Try it: Please return every line in the entries below with the word "image" in it.

Records provided:
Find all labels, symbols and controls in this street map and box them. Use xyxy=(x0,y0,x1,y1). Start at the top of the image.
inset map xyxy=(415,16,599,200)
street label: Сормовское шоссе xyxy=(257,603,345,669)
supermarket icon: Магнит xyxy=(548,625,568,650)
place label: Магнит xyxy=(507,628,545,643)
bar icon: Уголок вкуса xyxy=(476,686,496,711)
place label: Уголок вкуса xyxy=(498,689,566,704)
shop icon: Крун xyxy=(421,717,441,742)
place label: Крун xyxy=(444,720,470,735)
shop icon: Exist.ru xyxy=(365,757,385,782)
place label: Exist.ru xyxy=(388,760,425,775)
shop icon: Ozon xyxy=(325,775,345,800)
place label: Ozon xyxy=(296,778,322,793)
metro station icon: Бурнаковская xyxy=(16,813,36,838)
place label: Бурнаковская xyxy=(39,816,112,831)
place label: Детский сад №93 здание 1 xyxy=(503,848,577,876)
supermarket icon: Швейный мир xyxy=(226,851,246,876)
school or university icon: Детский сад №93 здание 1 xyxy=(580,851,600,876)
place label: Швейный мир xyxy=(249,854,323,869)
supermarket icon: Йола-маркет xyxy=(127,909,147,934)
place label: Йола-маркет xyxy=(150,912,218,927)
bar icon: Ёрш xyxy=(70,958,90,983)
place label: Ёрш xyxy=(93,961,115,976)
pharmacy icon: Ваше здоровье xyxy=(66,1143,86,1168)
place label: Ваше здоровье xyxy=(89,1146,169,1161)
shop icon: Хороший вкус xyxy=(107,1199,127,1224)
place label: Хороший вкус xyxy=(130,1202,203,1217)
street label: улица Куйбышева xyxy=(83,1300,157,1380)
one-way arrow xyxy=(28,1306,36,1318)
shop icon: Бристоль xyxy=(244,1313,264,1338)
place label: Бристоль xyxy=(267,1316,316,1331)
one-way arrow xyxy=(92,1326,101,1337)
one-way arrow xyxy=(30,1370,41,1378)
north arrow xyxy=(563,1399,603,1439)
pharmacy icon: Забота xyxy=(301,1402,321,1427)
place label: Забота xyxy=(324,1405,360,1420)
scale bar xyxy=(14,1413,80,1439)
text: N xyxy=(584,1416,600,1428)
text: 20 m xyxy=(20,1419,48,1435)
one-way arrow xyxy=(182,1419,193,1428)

--

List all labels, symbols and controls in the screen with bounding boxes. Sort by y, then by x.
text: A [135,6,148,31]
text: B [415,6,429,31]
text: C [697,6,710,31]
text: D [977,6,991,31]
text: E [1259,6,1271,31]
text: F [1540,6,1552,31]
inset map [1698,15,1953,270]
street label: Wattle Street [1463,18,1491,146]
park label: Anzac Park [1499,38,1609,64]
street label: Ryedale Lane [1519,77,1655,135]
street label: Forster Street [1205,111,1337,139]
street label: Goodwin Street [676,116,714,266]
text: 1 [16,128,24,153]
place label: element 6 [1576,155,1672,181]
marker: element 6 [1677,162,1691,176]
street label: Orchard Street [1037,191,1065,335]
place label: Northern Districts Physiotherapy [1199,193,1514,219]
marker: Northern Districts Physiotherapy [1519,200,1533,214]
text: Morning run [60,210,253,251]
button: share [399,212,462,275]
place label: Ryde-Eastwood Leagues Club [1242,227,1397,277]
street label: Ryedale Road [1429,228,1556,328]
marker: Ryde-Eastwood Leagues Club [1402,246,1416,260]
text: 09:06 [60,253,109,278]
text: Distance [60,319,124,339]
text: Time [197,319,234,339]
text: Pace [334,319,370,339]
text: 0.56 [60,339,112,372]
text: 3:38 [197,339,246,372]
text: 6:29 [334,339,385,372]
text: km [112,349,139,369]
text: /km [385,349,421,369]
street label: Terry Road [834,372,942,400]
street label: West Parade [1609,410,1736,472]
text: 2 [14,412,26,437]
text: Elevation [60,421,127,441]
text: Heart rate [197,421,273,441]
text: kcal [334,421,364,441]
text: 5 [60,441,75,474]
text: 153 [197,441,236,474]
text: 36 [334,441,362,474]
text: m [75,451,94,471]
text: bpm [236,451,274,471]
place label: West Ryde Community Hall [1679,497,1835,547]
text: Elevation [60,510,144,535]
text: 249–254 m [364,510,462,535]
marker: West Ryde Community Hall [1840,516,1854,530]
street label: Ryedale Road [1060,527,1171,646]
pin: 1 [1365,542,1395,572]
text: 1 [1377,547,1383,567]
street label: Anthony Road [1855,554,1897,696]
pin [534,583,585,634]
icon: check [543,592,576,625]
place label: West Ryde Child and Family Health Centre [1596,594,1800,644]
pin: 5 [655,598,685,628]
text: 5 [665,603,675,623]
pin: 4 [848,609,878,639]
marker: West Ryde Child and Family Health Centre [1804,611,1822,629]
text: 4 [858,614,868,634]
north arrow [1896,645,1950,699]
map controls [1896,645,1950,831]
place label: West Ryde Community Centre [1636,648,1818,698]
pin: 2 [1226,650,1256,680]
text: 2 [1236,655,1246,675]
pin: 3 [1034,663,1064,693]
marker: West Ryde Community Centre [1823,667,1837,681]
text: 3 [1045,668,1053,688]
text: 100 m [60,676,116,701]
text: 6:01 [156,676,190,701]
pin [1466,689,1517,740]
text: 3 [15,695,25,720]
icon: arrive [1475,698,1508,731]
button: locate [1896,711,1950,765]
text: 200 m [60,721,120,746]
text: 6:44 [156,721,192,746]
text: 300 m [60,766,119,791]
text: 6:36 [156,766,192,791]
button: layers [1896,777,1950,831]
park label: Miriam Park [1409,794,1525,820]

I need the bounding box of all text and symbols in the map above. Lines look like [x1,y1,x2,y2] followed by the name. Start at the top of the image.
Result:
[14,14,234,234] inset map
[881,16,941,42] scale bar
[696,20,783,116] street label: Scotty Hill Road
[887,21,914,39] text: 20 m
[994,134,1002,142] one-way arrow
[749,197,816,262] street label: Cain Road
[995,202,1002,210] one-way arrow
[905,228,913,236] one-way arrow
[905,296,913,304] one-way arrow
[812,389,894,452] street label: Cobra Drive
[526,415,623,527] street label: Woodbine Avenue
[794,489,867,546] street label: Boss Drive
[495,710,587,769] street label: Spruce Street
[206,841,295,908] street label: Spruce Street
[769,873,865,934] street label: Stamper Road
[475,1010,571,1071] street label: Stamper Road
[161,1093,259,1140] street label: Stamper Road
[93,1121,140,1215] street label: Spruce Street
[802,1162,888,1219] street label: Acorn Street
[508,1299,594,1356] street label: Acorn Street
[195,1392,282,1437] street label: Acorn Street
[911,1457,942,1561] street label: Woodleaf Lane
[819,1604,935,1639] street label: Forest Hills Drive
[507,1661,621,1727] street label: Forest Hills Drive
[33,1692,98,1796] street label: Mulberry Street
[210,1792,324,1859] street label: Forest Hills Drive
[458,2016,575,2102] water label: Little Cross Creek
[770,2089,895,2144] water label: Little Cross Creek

Exercise solution:
Find all labels, symbols and controls in this street map and box them. Use xyxy=(x0,y0,x1,y1). Start at the top of the image.
I need the bounding box of all text and symbols in the map above. Lines look like [x1,y1,x2,y2] followed by the name. Start at the top of the image.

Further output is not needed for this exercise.